製鉄所内には約1000人の民間人がいたとされる。「製鉄所の内部」とされる映像には、鼻にビニールの管を入れられた負傷兵や、左足を包帯でぐるぐる巻きにした兵士など複数の負傷者が映し出されており、ウクライナのアゾフ連隊の副司令官は4月30日、「治療の必要な負傷者がいるが、避難の対象になっていない」。
28日にキーウ市に、国連のグテーレス事務総長が訪れ、ゼレンスキー大統領と会見した直後に、ロシア軍によるミサイル攻撃があり、ロシアがどこまで国連の存在を重視(軽視?)するのか、疑念が広がった。しかし、今回は、「UN(国連)」と表示した車が先導をして、マリウポリの避難者が動き始めた。負傷兵を含めた民間人避難に対するロシア軍の姿勢がどこまで続くか、注目だ。

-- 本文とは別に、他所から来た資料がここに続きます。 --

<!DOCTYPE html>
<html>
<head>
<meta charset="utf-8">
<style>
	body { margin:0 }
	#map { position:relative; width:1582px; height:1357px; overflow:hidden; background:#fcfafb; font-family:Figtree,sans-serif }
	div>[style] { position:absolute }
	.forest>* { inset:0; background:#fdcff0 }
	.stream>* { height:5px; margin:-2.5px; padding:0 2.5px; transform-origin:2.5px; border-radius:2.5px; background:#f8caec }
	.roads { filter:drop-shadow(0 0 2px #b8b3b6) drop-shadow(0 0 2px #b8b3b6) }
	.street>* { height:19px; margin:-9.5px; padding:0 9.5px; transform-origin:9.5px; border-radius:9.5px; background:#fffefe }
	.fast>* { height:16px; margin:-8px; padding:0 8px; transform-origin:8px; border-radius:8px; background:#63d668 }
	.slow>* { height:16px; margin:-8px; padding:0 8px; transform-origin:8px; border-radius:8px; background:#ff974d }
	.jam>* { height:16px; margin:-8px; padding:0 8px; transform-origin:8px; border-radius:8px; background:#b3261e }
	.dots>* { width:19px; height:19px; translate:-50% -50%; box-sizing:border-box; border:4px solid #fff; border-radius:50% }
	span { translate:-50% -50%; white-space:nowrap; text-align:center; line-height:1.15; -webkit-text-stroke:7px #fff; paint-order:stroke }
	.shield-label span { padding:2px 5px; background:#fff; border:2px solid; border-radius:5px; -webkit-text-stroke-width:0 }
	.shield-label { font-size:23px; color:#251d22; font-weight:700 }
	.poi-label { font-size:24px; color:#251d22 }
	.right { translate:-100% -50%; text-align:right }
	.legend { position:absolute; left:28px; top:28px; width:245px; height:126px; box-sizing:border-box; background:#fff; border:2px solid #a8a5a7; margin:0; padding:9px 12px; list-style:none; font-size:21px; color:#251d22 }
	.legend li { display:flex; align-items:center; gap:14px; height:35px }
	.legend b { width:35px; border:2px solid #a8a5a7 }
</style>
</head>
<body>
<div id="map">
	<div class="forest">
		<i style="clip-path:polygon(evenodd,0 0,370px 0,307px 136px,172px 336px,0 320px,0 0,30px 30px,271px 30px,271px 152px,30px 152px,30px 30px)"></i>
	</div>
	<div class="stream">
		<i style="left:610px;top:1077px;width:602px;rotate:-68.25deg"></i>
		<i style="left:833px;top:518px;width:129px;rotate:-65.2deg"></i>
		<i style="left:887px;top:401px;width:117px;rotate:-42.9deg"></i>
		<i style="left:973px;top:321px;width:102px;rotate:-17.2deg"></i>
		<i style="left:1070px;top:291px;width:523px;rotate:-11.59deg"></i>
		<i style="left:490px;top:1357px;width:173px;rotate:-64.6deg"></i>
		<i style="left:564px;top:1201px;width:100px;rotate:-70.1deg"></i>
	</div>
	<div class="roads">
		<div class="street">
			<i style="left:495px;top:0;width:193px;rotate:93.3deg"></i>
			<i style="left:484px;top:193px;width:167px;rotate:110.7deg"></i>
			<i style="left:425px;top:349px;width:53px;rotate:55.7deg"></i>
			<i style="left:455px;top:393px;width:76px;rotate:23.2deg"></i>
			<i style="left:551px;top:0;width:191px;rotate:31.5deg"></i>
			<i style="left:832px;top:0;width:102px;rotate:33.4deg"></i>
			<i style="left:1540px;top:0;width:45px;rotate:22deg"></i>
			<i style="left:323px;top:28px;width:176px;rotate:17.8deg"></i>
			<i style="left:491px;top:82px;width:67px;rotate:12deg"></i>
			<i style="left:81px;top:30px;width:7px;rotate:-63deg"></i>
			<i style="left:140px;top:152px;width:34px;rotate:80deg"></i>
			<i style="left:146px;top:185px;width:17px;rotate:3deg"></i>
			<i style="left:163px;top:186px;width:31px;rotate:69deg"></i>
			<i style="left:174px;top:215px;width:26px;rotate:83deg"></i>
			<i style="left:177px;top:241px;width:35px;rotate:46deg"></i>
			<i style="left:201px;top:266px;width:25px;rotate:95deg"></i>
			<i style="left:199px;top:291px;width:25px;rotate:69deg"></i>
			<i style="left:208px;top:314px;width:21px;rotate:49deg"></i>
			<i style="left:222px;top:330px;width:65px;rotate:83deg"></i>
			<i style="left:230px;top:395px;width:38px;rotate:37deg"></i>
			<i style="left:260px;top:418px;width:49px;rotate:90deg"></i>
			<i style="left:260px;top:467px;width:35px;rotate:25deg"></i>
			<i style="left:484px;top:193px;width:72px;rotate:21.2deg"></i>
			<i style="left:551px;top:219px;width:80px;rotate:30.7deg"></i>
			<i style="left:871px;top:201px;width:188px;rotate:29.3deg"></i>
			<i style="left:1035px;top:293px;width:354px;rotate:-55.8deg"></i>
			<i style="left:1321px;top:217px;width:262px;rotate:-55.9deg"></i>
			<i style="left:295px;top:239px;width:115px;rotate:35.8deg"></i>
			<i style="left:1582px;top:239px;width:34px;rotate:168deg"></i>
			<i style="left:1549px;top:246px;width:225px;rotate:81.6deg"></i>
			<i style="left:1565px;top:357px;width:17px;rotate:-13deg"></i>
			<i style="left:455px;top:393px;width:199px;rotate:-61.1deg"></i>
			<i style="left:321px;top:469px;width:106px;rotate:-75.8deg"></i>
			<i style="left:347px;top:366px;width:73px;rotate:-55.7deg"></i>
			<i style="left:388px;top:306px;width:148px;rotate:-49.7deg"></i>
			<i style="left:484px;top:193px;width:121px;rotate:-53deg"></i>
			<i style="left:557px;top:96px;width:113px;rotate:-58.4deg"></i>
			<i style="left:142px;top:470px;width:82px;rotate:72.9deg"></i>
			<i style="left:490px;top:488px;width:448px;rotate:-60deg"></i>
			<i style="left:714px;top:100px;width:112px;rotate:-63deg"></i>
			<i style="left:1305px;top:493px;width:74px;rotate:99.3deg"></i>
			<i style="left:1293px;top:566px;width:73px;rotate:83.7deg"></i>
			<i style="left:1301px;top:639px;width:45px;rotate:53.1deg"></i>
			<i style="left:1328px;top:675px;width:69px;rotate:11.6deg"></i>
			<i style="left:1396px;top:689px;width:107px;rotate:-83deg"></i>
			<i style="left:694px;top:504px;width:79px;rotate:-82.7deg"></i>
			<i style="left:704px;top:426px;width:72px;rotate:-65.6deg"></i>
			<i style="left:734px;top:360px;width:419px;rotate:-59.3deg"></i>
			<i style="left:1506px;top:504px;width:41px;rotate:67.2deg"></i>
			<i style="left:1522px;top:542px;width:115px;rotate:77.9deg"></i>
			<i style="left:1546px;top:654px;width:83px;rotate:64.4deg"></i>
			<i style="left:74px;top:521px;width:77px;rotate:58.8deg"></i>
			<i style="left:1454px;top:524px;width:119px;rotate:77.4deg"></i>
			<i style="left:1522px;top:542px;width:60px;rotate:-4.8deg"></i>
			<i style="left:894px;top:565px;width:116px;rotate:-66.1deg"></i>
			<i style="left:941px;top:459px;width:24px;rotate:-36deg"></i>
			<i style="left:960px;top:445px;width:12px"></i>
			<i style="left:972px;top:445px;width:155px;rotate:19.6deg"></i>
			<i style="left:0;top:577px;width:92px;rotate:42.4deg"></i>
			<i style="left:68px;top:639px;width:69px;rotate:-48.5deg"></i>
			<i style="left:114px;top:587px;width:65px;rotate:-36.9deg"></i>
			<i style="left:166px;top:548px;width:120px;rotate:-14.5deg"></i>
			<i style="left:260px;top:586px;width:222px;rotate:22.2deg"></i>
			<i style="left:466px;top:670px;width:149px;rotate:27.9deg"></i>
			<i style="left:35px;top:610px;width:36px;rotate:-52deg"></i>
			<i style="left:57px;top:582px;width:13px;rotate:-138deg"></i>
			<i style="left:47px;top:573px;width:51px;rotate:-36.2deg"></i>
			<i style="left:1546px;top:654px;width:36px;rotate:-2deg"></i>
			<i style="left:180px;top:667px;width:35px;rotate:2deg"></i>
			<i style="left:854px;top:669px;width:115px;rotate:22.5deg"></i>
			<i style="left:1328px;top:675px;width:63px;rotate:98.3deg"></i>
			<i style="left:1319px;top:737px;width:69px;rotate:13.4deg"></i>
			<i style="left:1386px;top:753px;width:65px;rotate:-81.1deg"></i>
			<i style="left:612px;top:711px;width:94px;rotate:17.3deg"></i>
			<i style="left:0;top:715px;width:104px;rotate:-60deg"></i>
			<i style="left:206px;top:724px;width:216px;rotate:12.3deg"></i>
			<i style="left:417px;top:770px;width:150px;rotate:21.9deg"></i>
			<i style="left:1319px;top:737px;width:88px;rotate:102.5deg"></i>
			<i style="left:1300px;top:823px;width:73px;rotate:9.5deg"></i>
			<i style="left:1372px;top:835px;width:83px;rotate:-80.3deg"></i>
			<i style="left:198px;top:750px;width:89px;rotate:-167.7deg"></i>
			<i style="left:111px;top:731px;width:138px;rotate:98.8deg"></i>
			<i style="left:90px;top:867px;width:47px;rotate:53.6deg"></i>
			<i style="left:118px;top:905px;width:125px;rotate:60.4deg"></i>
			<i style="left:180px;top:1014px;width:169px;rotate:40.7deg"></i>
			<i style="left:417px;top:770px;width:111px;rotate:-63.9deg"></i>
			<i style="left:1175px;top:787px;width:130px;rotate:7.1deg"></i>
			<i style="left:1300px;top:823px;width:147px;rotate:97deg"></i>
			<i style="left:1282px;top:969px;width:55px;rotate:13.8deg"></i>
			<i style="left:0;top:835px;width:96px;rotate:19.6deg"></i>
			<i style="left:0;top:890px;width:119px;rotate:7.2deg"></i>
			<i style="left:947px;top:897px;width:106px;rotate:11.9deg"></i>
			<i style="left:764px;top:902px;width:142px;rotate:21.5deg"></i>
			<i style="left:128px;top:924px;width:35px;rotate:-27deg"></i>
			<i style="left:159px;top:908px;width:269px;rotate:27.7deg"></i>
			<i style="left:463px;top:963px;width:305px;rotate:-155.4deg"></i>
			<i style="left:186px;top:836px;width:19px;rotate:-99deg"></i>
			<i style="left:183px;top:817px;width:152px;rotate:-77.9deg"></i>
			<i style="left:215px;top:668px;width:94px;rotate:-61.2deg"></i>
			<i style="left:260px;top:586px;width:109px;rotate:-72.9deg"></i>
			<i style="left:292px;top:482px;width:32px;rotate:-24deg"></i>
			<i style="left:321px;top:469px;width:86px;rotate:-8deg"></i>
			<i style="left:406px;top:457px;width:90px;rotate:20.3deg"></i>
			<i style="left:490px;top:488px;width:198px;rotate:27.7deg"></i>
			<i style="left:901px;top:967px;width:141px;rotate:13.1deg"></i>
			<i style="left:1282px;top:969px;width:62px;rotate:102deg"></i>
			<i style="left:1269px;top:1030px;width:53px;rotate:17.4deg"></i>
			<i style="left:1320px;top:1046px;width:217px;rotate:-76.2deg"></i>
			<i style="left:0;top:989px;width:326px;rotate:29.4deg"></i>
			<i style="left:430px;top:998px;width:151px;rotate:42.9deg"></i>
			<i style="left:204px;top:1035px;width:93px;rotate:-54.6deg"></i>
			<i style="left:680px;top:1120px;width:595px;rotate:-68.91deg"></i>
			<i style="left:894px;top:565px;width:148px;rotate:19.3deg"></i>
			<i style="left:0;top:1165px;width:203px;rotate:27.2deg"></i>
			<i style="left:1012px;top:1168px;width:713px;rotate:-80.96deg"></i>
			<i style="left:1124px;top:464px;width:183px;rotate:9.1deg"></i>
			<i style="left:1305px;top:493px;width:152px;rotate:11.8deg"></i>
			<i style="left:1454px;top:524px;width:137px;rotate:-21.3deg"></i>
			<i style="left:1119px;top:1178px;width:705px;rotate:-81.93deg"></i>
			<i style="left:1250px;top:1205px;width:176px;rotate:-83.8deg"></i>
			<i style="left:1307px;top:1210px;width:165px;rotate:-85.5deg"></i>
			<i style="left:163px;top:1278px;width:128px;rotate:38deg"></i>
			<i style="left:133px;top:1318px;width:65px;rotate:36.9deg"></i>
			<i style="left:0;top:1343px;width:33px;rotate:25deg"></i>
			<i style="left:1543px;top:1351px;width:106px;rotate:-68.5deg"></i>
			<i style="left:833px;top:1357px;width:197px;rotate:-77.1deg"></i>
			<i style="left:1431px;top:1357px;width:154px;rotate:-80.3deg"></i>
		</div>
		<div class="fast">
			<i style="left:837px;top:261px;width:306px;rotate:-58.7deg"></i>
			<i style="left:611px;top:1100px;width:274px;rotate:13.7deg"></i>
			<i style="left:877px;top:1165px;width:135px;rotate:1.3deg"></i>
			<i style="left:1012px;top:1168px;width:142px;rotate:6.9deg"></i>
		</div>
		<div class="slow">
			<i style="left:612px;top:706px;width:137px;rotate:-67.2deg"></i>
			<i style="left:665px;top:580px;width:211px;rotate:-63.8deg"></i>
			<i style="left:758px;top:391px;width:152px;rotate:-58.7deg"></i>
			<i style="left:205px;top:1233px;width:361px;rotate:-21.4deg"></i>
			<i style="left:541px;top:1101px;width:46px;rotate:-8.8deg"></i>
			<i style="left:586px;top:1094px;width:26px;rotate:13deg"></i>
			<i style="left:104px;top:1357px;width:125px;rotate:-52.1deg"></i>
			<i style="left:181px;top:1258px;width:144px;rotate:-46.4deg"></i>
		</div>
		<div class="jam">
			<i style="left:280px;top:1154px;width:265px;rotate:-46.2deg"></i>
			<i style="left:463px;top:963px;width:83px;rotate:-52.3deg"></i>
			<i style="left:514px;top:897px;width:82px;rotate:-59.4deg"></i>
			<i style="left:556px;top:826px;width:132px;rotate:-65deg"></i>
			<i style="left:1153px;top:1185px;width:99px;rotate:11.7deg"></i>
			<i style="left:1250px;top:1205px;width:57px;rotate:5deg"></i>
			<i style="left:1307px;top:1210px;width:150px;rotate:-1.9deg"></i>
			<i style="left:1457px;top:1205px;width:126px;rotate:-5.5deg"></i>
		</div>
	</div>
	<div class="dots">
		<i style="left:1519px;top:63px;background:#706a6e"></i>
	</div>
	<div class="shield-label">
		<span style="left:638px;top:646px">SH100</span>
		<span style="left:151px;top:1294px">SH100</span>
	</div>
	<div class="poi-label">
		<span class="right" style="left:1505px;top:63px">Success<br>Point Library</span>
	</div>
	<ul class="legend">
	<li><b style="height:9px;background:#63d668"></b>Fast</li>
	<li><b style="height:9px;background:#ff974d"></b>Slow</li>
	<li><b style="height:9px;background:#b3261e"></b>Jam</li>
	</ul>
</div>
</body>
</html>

4月28日に攻撃を受けたウクライナの首都・キーウ市長は「キーウは依然として標的だ」「市の周辺に爆発物が残っている。(避難した住民は)まだ戻らないでほしい」。ロシア国防省は5月1日「欧米から供与の武器・弾薬が保管されていた、とする南部のオデーサ近郊の空港の格納庫などをミサイル攻撃した」と発表。
ゼレンスキー大統領は1日、「東部にいるウクライナ軍に対する新たな攻撃に向け、占領者は追加の軍隊を集めている」「ロシア軍がハルキウ州に増援部隊を送り、ドンバス地方への圧力を強めようとしている」として警戒感を強めている。
こうしたなか、米国の女優アンジェリーナ・ジョリーさん(46)が、ウクライナの西部、リビウを訪れ、避難者と面会した。同州知事によると、東部ドネツク州の駅で160人以上が死傷したミサイル攻撃で負傷した子どもたちが入院する病院も訪問した。「今はとても複雑な状況ですが、誰かが心配して、耳を傾けてくれる場所があることが、とても重要だと思います」。避難者が集まる駅を訪れた際に、空襲警報のサイレンが鳴る場面もあった。